A GROUP of Cumbrian tea shops have celebrated National Green Tea Day by employing a Japanese Geisha to guide them through the traditional tea ceremony.
The day was organised by the North West Farm Tourism Initiative as part of a plan to attract more Japanese tourists to the area.
Cumbria is already a popular destination for visitors from Japan but tourism bosses are expecting a further boom in numbers after the Japanese release of the film Miss Potter.
Spokeswoman for the Tea Trail Cumbria, Annie Swarbrick said: "We have created National Green Tea Day to introduce our British, American and European visitors to the health benefits of green tea.
"At the same time, we are gearing up to be excellent hosts for our Oriental visitors. We are certain those Japanese tourists who have been inspired to visit Cumbria because of Miss Potter will be keen to drink in the Cumbrian landscape and experience good old Cumbrian hospitality, as Japanese visitors are already some of our greatest fans."
To try to find the right sort of guidance, they issued an advertisement, hoping someone would come forward via the world-wide web, or printed media.

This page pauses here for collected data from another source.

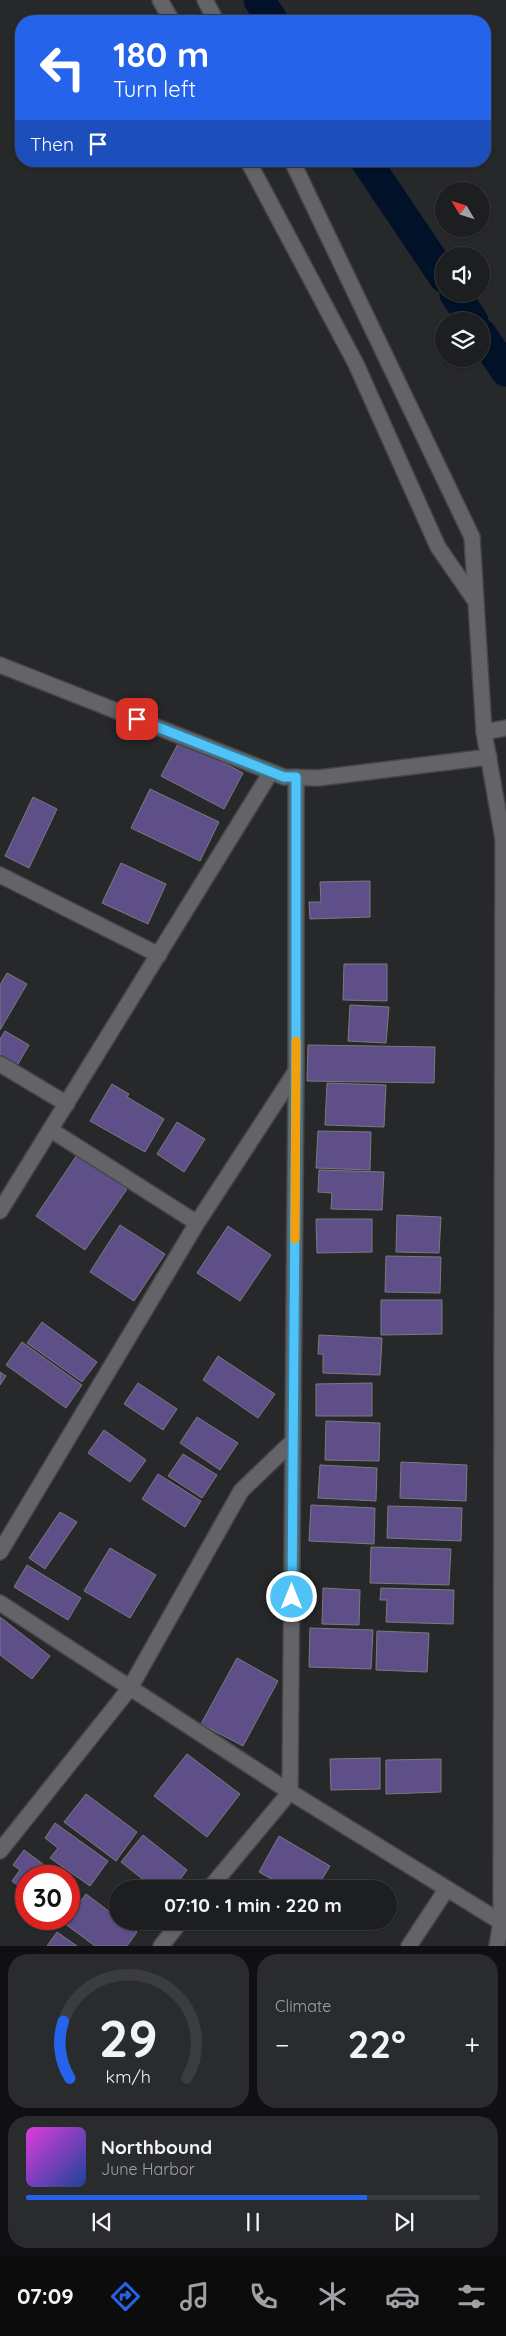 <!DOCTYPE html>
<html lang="en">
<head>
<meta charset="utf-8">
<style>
	:root { --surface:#1d1e20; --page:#2a2b2d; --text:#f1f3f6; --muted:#a0a2a5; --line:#3b3c3e; --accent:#2563eb }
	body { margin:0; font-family:Quicksand,sans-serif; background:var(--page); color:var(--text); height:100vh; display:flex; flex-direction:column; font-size:19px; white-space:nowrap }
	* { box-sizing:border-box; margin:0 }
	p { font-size:16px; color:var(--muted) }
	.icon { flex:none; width:28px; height:28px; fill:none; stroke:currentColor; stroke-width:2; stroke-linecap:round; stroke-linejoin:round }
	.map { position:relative; height:1946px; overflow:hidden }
	.sheet { display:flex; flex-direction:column; gap:8px; padding:8px; background:#101012; flex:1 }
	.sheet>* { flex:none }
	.top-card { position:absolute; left:15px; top:15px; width:476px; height:152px; border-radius:20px; box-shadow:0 1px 4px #0004,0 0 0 1px var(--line); background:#2563eb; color:#fff; overflow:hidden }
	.needle { width:32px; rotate:308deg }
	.tools { position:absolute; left:435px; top:182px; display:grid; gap:10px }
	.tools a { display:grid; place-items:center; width:55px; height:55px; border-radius:50%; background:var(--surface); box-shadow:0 1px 4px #0004,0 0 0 1px var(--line); font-size:25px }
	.speed { position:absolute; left:15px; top:1865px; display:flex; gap:10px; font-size:25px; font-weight:700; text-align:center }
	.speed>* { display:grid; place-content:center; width:65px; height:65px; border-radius:50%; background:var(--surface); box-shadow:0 1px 4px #0004,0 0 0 1px var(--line); line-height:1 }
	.speed .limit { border:8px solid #d22; background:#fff; color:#111 }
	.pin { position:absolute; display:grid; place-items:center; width:42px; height:42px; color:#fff; margin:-21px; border-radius:10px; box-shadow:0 2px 8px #0006 }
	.me { position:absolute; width:55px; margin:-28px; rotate:0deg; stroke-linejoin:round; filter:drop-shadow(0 0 4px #0008) }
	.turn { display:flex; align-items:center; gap:18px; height:105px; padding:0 15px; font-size:22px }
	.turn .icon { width:65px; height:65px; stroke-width:2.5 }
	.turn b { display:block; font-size:35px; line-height:42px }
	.then { display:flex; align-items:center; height:48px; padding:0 15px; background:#0003; gap:10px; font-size:19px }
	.big { font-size:38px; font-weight:800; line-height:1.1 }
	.sheet .widget { flex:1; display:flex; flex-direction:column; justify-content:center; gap:8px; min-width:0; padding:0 18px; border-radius:20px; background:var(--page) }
	.sheet .dial { align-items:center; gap:0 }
	.dial svg { height:130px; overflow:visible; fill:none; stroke:var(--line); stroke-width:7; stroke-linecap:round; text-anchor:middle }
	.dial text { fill:var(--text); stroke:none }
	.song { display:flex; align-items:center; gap:15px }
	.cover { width:60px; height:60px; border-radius:8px; background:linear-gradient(135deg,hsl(300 70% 55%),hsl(220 70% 35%)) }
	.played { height:5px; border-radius:2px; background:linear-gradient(90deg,var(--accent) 75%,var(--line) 75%) }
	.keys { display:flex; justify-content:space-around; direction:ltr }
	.heat { display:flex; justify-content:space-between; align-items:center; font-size:28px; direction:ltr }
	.sheet .tiles { flex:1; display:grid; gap:8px; grid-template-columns:1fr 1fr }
	.widget:last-child { grid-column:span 2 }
	.trip { position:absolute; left:109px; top:1880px; width:288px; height:50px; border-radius:25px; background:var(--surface); box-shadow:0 1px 4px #0004,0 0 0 1px var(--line); font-weight:800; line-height:50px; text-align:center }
	.dock { display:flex; height:80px; justify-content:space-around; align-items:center; background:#0c0c0d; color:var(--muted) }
	.dock .icon { width:35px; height:35px }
	.dock .active { color:var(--accent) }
	.dock b { font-size:22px; color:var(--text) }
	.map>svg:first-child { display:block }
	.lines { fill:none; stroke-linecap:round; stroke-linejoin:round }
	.canal { stroke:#001128; stroke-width:31 }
	.building { fill:#5e4f89; stroke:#7b7a7e }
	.minor-casing { stroke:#454648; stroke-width:18 }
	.tertiary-casing { stroke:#454648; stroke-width:18 }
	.secondary-casing { stroke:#454648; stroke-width:18 }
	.minor { stroke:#646468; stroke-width:15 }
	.tertiary { stroke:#646468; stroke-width:15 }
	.secondary { stroke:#646468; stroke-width:15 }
	.route-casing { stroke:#337fa1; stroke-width:12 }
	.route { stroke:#4fc3f7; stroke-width:9 }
	.slow { stroke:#f59e0b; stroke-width:9 }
</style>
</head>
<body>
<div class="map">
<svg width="506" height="1946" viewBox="0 0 506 1946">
	<rect width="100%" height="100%" fill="#27282a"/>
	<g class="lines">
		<path class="canal" d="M259,0L273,21
			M366,161L444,277
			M455,294L473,321
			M481,334L506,371"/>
	</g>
	<path class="building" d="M180,740L243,773L224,809L161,776Z
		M150,789L219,822L200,861L131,828Z
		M33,797L57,809L29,868L5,856Z
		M121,863L166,884L148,924L102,903Z
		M370,881V917L310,919L309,902H321L320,882Z
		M344,964H387V1001L343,1000Z
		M7,973L27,984L0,1030V985Z
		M350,1005L389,1007L386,1043L348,1041Z
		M5,1031L29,1045L17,1066L0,1056V1039Z
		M308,1045L435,1047L434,1083L307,1081Z
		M327,1083L386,1085L384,1127L325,1125Z
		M112,1084L129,1094L127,1097L164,1119L145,1152L90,1121Z
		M177,1122L205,1139L184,1172L157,1154Z
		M318,1131L371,1132L370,1170L316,1168Z
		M77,1155L127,1189L85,1250L36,1216Z
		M319,1170L384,1172L382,1210L331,1209L332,1193L318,1192Z
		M397,1215L441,1217L439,1253L396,1252Z
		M316,1219H372V1252L317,1253Z
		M120,1225L165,1254L134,1301L90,1272Z
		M228,1226L271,1255L240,1301L197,1273Z
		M386,1256L441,1257L440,1293L385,1292Z
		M381,1300H442V1334L381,1335Z
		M42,1322L97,1362L82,1382L27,1343Z
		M319,1335L382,1338L380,1375L323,1373V1354H318Z
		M22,1342L82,1385L66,1408L6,1365Z
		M218,1356L275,1394L258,1418L203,1380Z
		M0,1372L6,1376L0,1385Z
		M138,1383L177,1409L163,1430L124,1404Z
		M372,1383V1416H316V1384Z
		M197,1417L238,1443L220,1470L180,1443Z
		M326,1421L380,1423L379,1461L325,1460Z
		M104,1430L146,1460L130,1482L88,1453Z
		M183,1454L217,1475L202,1498L168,1476Z
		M401,1462L467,1465L466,1501L400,1498Z
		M320,1465L377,1468L376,1501L318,1498Z
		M158,1474L201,1501L185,1527L142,1499Z
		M311,1505L375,1508L374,1544L309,1541Z
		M388,1506L462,1508L461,1541L387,1538Z
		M60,1512L77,1522L45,1569L29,1558Z
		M371,1547L451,1549L449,1585L370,1583Z
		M110,1548L156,1575L130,1618L84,1591Z
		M27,1565L81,1598L68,1620L14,1587Z
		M323,1588L360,1590L359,1625L322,1624Z
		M381,1588L454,1590L453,1624L386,1622L387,1600H380Z
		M0,1617L50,1656L32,1679L0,1655Z
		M310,1628L373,1630L371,1669L309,1667Z
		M377,1631L429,1633L427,1672L376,1670Z
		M237,1658L278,1681L243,1746L201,1724Z
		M187,1754L240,1794L207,1837L154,1796Z
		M380,1758V1789L331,1790L330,1759Z
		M441,1759V1792L386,1794V1760Z
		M86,1794L137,1832L116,1861L64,1822Z
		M55,1823L108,1861L90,1886L50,1858L58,1848L45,1838Z
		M143,1835L187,1870L173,1889H155L121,1862Z
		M279,1836L330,1866L316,1889H289L259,1872Z
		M24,1850L59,1876H26V1892L12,1881L20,1870L13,1865Z
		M86,1894L118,1918V1921H122L137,1932L127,1946H95L64,1923Z
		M57,1932L77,1946H47Z"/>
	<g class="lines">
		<g class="minor-casing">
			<path id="minor" d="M0,665L284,777L318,778L489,757
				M0,875L159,955
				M0,1064L67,1104
				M51,1130L197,1223
				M0,1211L271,772
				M0,1552L197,1223L296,1071
				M0,1603L290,1792L501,1922
				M0,1851L130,1688L241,1491L293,1441
				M209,1889L290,1792L296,1071V777
				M161,1946L181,1921
				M409,1946L446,1890"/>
		</g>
		<g class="tertiary-casing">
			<path id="tertiary" d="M484,732L506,728"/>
		</g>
		<g class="secondary-casing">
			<path id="secondary" d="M160,0L172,21
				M205,0L216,21
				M248,161L356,364L438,547L474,599
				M292,161L472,537L484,732L503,839L501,1922L497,1946"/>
		</g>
		<use href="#minor" class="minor"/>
		<use href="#tertiary" class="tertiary"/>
		<use href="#secondary" class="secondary"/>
	</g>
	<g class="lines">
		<g class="route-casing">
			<path id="route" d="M137,719L284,777H296V1071L292,1597"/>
		</g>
		<use href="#route" class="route"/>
		<path class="slow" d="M295,1239L296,1041"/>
	</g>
</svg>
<div class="tools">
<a><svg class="needle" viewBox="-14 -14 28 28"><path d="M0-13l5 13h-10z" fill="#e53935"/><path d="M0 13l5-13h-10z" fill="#a0a2a5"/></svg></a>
<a><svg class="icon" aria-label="sound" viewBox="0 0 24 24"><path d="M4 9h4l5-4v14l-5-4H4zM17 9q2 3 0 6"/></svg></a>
<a><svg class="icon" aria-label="layers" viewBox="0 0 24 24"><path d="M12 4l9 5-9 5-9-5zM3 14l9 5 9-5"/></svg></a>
</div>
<div class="speed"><div class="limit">30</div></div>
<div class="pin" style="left:137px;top:719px;background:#d93025"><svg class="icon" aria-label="arrive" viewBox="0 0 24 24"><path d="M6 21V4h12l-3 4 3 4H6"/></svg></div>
<svg class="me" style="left:292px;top:1597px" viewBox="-20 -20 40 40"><circle r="17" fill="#4fc3f7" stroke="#fff" stroke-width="3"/><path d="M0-11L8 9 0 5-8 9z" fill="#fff"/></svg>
<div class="trip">07:10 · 1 min · 220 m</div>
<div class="top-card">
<div class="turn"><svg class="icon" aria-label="left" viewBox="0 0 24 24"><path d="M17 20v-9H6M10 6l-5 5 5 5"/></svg><div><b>180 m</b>Turn left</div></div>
<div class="then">Then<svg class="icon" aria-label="arrive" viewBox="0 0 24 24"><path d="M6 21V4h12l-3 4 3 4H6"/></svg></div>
</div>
</div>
<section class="sheet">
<div class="tiles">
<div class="widget dial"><svg viewBox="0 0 100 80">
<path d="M14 69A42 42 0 1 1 86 69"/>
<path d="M14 69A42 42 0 0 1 10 34" stroke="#2563eb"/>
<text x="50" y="56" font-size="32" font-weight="700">29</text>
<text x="50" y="72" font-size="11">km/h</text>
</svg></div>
<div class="widget"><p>Climate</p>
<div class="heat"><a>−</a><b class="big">22°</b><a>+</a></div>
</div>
<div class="widget">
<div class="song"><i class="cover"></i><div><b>Northbound</b><p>June Harbor</p></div></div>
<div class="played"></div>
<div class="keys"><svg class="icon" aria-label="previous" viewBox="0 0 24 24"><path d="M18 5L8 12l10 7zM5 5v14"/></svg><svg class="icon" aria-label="pause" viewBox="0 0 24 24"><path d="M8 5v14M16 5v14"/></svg><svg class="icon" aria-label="next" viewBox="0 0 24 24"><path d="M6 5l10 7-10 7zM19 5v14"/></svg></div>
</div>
</div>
</section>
<nav class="dock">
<b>07:09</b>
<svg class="icon active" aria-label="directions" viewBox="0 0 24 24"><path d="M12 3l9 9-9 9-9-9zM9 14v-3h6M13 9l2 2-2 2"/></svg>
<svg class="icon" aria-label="music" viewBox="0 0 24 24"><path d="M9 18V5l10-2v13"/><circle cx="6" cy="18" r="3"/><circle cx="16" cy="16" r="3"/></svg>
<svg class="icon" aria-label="phone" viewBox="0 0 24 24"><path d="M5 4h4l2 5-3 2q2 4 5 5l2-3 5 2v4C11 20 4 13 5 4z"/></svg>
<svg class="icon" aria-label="climate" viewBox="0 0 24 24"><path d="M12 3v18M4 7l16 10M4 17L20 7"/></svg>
<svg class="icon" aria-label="car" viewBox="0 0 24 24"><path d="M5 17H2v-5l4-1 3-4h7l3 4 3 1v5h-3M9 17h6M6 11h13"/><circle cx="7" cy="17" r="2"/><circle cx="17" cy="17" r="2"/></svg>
<svg class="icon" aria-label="filters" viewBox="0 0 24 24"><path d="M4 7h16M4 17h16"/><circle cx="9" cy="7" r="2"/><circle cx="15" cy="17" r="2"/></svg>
</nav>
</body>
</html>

This led to the Tea Trail Cumbria linking up with the York-based organiser of the 2008 Festival of Japan, Jill Clay, who has years of knowledge on all things Japanese.
For National Green Tea Day, Jill advised the Tea Trail on the world of green tea, including how to serve it and its undisputed health benefits along with Japanese colleague, Naoko Sakagami, in full Japanese costume to make sure thngs were done authentically.